My edge, and my twin brother’s, too, were that we were very mentally tough. Despite neither of us ever breaking 4:30 for a mile nor 32:00 for 10K, we each became 2:19 marathoners! We were actually “heavy” in comparison with our peers at 145 pounds (5’10” tall), most sub-2:20 marathoners of that era were 20 pounds (or more) lighter.

We also, pre-GPS, had a great sense of pacing and were very consistent with our mile-splits. Which wasn’t easy in those days, when you had to “do the math” in your head at every mile-mark.

What supplementary exercises did you do?

Probably not enough supplementary exercises, once high-mileage running became “my thing.” I did belong to Vic Tanny Health Club for a dozen years though, and was fairly religious about upper-body lifting. (Remember I wanted to be a football player, until I discovered I was much better at distance running.)  Looking back with 20-20 hindsight, I likely should have run less miles, and supplemented them with biking miles.

What was your toughest injury and how did you deal with it?

Due to my flat-footedness and running so many miles on crowned roads the previous three years, in early 1984 I sustained a serious right foot injury that required surgery. I had to back way off on my training mileage and marathoning (recall my “career year” the year before), and never again broke 2:25 in the marathon.

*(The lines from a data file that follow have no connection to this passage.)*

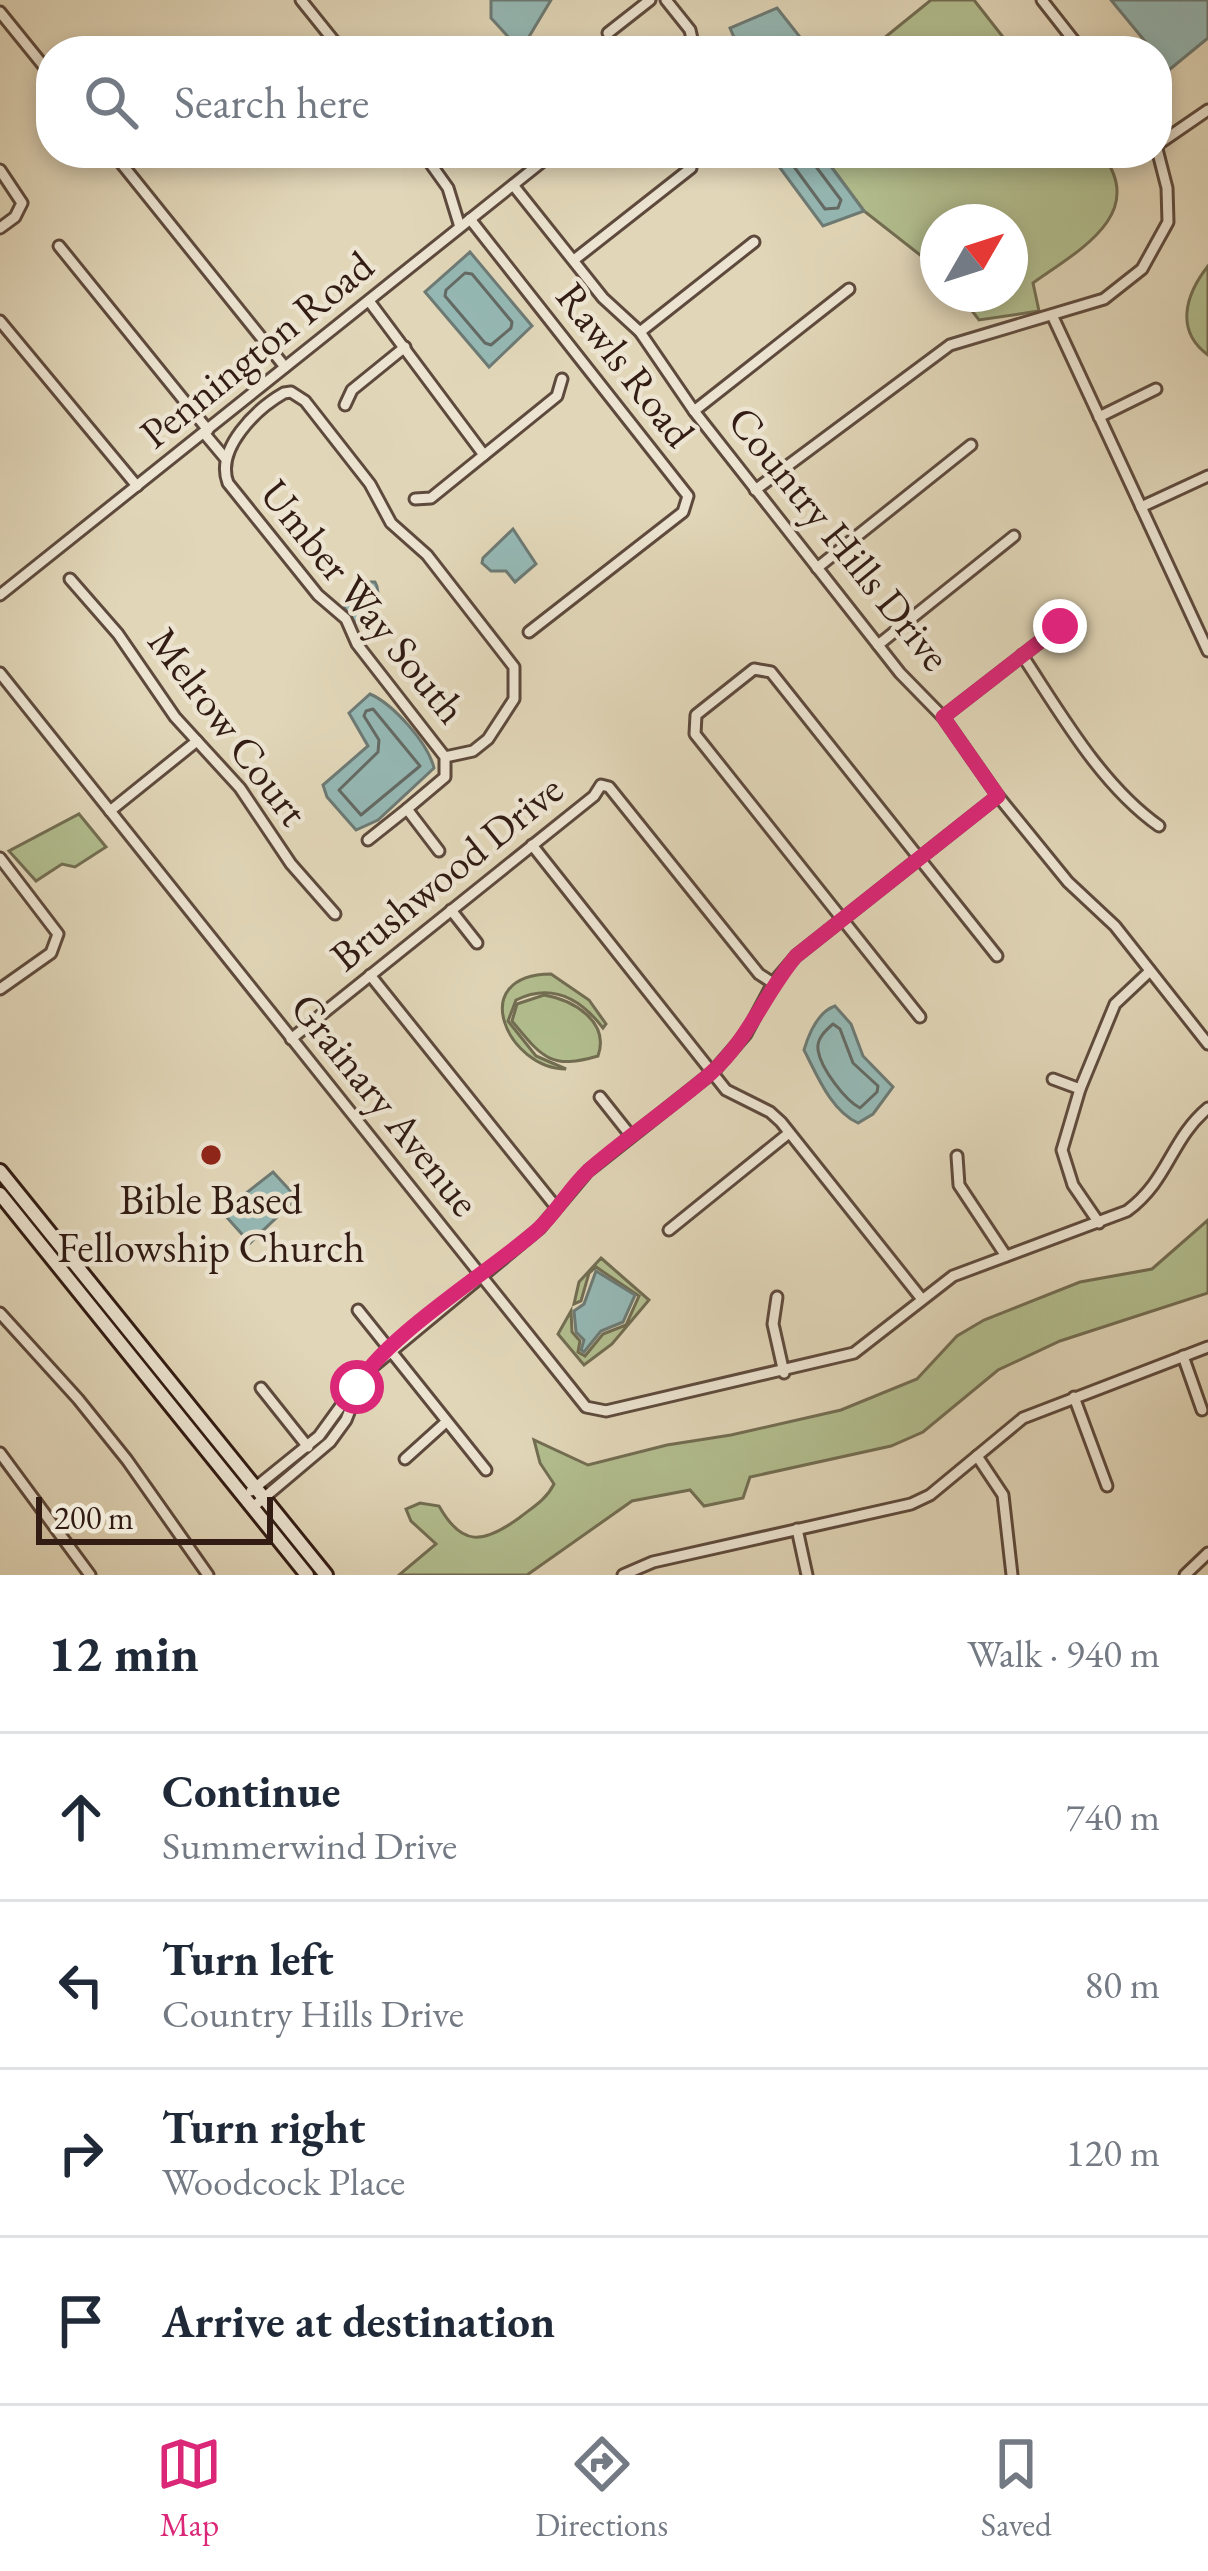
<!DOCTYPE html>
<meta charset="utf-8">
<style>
:root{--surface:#fff;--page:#f6f6f7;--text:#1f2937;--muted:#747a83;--line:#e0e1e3;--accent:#db2777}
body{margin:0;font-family:"EB Garamond",serif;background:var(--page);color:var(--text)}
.compass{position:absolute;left:920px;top:204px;width:108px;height:108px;border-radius:50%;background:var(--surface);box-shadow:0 6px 18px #0003;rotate:51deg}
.scale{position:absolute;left:36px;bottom:30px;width:237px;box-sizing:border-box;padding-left:12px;border:6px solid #321c14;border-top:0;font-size:33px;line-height:42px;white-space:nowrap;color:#321c14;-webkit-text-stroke:9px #ece4d1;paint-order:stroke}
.stop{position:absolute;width:36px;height:36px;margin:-27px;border:9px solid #db2777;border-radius:50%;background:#fff}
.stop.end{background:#db2777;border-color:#fff;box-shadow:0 3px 12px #0008}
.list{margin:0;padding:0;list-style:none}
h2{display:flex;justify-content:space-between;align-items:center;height:156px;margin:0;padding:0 48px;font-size:51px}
h2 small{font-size:39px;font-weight:400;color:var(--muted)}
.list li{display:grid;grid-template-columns:78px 1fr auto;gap:36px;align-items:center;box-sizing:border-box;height:168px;padding:0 48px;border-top:3px solid var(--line)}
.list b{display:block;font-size:45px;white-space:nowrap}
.list p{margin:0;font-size:39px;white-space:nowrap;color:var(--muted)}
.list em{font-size:39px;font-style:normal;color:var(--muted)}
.icon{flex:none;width:66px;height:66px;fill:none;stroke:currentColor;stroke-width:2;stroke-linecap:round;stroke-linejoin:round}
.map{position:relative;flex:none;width:1208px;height:1575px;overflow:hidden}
.search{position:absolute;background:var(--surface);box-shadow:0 6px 18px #0003;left:36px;right:36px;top:36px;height:132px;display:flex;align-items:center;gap:30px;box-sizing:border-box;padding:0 42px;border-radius:48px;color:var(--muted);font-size:45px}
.sheet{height:828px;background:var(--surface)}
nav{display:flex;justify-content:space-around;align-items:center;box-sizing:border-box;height:168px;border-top:3px solid var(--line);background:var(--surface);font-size:33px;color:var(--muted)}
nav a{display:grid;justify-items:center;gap:6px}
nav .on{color:var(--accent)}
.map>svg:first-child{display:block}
</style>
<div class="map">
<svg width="1208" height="1575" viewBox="0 0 1208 1575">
<rect width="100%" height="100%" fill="#e1d6b8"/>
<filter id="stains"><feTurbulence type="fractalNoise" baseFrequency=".00167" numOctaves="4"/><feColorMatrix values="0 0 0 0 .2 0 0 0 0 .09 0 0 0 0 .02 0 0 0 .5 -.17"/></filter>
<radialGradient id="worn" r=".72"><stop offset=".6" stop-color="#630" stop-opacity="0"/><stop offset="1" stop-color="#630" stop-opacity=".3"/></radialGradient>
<g fill="#b2be8f" stroke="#726d52" stroke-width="3">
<polygon points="931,0 974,0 1014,51 868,51"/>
<path d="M821,153H1101C1150,214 1076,252 1033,283L1039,311L979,320L959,294H1010V222H938V269L864,211Z"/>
<path d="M1208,266V355C1175,331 1185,295 1208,266Z"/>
<polygon points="79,814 106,847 75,867 62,864 36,881 9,851"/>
<path d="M551,974L589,1000L606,1024L603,1028C580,998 551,983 516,1000L508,1021L536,1056L566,1069C508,1069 465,975 551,974Z"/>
<path d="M544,995C574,1000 610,1022 598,1056C550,1070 542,1057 512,1021L517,1004Z"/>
<path d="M1208,1220V1293L1060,1341L998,1370L923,1432L891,1446L750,1477L743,1498L704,1506L690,1490L632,1501L527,1575H399L436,1544L411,1521L406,1509L420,1503L439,1506C462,1547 483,1544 519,1518C533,1507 546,1500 554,1484L540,1463L534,1440L588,1465L667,1445L731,1435L841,1410L917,1379L957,1336L984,1320L1080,1282L1152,1269Z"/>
<polygon points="601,1258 649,1300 612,1344 584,1365 558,1334 571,1311 572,1332 580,1341 578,1352 585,1356 603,1334 626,1325 639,1296 596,1267 589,1273 581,1301 574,1304 579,1282"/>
</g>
<g fill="#95b8b4" stroke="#6d7a74" stroke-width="3">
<polygon points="491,0 551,0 527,40 512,41 491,18"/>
<polygon points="1111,0 1208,0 1208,38 1169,70 1157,51 1153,51"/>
<polygon points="777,8 811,51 740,51 730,28"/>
<polygon points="769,153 821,153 864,211 823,226"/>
<polygon points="470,252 532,326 489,367 425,292"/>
<polygon points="513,529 536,564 515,582 506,571 491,571 482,563 483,558"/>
<path d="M367,582H375C383,594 372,621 363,627L348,617L343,603Z"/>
<path d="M370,694C393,704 428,743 434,768L378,820L356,830L327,797L323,785L368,746L349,713Z"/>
<path d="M835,1006L851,1024L863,1056L893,1087L873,1114L858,1123C831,1111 817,1075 804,1050C809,1033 818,1012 835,1006Z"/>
<polygon points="273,1172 297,1198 250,1243 222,1212"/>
<polygon points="596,1271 635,1295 623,1322 601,1331 584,1352 581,1350 584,1340 576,1332 574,1311 584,1304"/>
</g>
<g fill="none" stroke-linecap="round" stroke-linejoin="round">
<g stroke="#646a64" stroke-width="3">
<polyline points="784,153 825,209 838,208 841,200 814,164 812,153"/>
<polygon points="465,273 472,274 512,322 511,328 491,345 485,343 445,296 446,290"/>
<polygon points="373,709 420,766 361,815 339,790 378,752 379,740 364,716 366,711"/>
<path d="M833,1024L840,1029L853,1063L878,1086L877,1092L860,1108C845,1100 821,1069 818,1050C816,1039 826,1030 833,1024Z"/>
</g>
<g stroke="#5e4a3d" stroke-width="15">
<g id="street">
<polyline points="301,0 342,51"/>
<polyline points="666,0 690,30 692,39 681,51"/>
<polyline points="1042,0 1082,51"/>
<polyline points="0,12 51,75"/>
<polyline points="608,33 650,0"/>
<polyline points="1157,145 1208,110"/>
<polyline points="113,153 285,367"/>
<polyline points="423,153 448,188 460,227"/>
<polyline points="0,170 22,203 15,217 0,228"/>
<polyline points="513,185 603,298 640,332 694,411 900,673 943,717 998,796 1068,882 1115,926 1208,1044"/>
<polyline points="470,219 688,496 683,512 529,632"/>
<polyline points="59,246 208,430"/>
<polyline points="574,260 691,168"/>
<polyline points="369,301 484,455"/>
<polyline points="1052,315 1208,651"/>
<polyline points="0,321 137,486"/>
<polyline points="640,332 754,242"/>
<polyline points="345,405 352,390 405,347"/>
<polyline points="694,411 849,289"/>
<polyline points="1099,417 1156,389"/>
<polyline points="204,433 225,458"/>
<polyline points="755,490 950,345 1104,299 1142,269 1168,222 1167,188 1157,149"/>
<polyline points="415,499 431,498 557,396 562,379"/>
<polyline points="1141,507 1208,476"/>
<polyline points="817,568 971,445"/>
<polyline points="70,579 118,634 175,717 240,788 291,864 335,914"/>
<polyline points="0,595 553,153"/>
<polyline points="878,645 1014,536"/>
<path d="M1022,655C1061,714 1101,785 1159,826"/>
<path d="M0,673L586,1407L606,1411L854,1353L953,1276L1127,1211C1169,1180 1170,1140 1208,1108"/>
<polyline points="943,717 1060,626"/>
<path d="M407,809L445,777V757L357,644L346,619L318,595L228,483C215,449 256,409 284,393L291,392L305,401L370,484L391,523L427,555L514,667V699L488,739L473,751L445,757"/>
<polyline points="110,811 197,741"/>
<polyline points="368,840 407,809 439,851"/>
<polyline points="532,845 726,1090 770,1112 781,1122 921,1298"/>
<polyline points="0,858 58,934 51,953 0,989"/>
<polyline points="451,910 477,943"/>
<polyline points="370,975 556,1207"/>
<polyline points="920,1017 695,734 696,715 754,669 771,672 997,956"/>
<polyline points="291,1039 594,796 601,785 609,787 759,974 773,983"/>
<polyline points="1053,1079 1080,1089"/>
<polyline points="600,1097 631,1136"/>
<polyline points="957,1156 959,1185 1006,1256"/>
<polyline points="1099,1223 1073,1185 1062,1150 1080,1089 1115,1004 1150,971"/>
<polyline points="669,1230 789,1133"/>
<polyline points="777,1297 773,1324 784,1373"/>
<polyline points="358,1310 486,1470"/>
<polyline points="0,1313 78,1399 127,1460 208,1575"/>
<polyline points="1183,1356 1202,1410"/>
<polyline points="364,1374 540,1228 588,1171 713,1072 746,1034 773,983 796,956 998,796"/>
<polyline points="261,1388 308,1447"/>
<polyline points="1074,1397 1107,1486"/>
<polyline points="0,1453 90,1575"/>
<polyline points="977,1456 1003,1495 1012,1575"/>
<polyline points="405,1459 446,1422"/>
<polyline points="251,1491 319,1436 364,1374 346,1420 330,1442 253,1507"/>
<polyline points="797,1529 807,1575"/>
<polyline points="623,1575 653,1562 911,1504 930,1495 1023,1418 1208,1347"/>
<polyline points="1185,1575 1208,1553"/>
</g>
</g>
<g stroke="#321c14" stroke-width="18">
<g id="secondary">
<polyline points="0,1171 326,1575"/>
<polyline points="0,1194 307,1575"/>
</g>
</g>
<use href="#street" stroke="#ece4d1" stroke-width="9"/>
<use href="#secondary" stroke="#ece4d1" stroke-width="12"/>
</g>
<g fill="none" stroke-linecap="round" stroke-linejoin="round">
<path stroke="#db2777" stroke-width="15" d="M357,1387C380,1340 491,1270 535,1232C556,1214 569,1188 589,1170C628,1136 672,1107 711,1073C748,1040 765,993 796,956L998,796L943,717L1060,626"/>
</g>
<circle fill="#8f2418" stroke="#ece4d1" stroke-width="4.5" cx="211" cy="1155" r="12"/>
<g text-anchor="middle" stroke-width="9" stroke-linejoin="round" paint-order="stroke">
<g font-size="42" fill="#321c14" stroke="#ece4d1">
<text transform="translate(256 349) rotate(-39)" y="15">Pennington Road</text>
<text transform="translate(626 364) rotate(52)" y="15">Rawls Road</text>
<text transform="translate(840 538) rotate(51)" y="15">Country Hills Drive</text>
<text transform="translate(364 601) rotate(51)" y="15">Umber Way South</text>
<text transform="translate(229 726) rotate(53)" y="15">Melrow Court</text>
<text transform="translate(446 872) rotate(-39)" y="15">Brushwood Drive</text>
<text transform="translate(386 1104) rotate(51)" y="15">Grainary Avenue</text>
</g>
<g font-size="42" fill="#321c14" stroke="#ece4d1">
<text x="211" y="1214">Bible Based<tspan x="211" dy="48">Fellowship Church</tspan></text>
</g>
</g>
<rect width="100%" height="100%" filter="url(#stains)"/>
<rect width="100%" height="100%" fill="url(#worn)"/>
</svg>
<svg class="compass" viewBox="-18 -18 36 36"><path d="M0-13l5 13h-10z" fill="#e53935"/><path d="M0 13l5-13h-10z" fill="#747a83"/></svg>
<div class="scale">200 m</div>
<div class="stop" style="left:357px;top:1387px"></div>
<div class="stop end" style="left:1060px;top:626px"></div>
<div class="search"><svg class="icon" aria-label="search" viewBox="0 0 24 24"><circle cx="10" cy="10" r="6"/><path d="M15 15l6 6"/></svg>Search here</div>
</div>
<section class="sheet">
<h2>12 min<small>Walk · 940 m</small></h2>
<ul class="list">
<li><svg class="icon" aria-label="ahead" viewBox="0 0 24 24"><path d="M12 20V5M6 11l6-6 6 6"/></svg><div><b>Continue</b><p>Summerwind Drive</p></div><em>740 m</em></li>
<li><svg class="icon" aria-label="left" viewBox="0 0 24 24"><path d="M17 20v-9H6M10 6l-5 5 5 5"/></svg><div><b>Turn left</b><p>Country Hills Drive</p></div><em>80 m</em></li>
<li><svg class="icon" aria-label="right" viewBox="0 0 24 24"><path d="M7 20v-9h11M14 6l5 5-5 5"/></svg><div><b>Turn right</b><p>Woodcock Place</p></div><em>120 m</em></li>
<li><svg class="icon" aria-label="arrive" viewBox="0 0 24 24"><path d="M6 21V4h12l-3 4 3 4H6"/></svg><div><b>Arrive at destination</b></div></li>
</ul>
</section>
<nav>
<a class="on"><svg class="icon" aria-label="map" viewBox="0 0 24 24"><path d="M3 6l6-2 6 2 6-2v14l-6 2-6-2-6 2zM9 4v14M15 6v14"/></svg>Map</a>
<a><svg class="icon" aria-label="directions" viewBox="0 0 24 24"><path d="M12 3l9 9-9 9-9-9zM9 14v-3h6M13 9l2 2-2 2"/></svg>Directions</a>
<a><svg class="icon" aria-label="saved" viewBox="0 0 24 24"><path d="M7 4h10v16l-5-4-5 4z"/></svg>Saved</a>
</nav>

As of this (2026) writing: I’ve had surgery on both feet, both calves and three heart procedures, in addition to a broken neck and severe concussion!   

If you are telling me you broke your neck – concussed yourself! – because you so badly wanted to be a distance god, I believe you.

Richard with the legendary Paul Maurer. Google him.

2 comments on “Richard Dodd WDG#4
  1. JDW says:

    “Chasing The Running Gods.” See, I viewed life as if through a toilet-paper tube, and what I saw through it were distance runners. I erroneously concluded that whatever I saw through that tube should be as important to everyone else as it was to me. Making it even worse was that I thought that what I saw through that tube was pretty much all there was to see, or at least all there was to see that actually mattered. – Tim Tays

    https://www.jackdogwelch.com/?p=24456

    • Bill Rodgers says:

      Terrific story and congratulations Richard to you and your brother and your dad you were a very very determined marathoner racer First Rate person that’s for sure!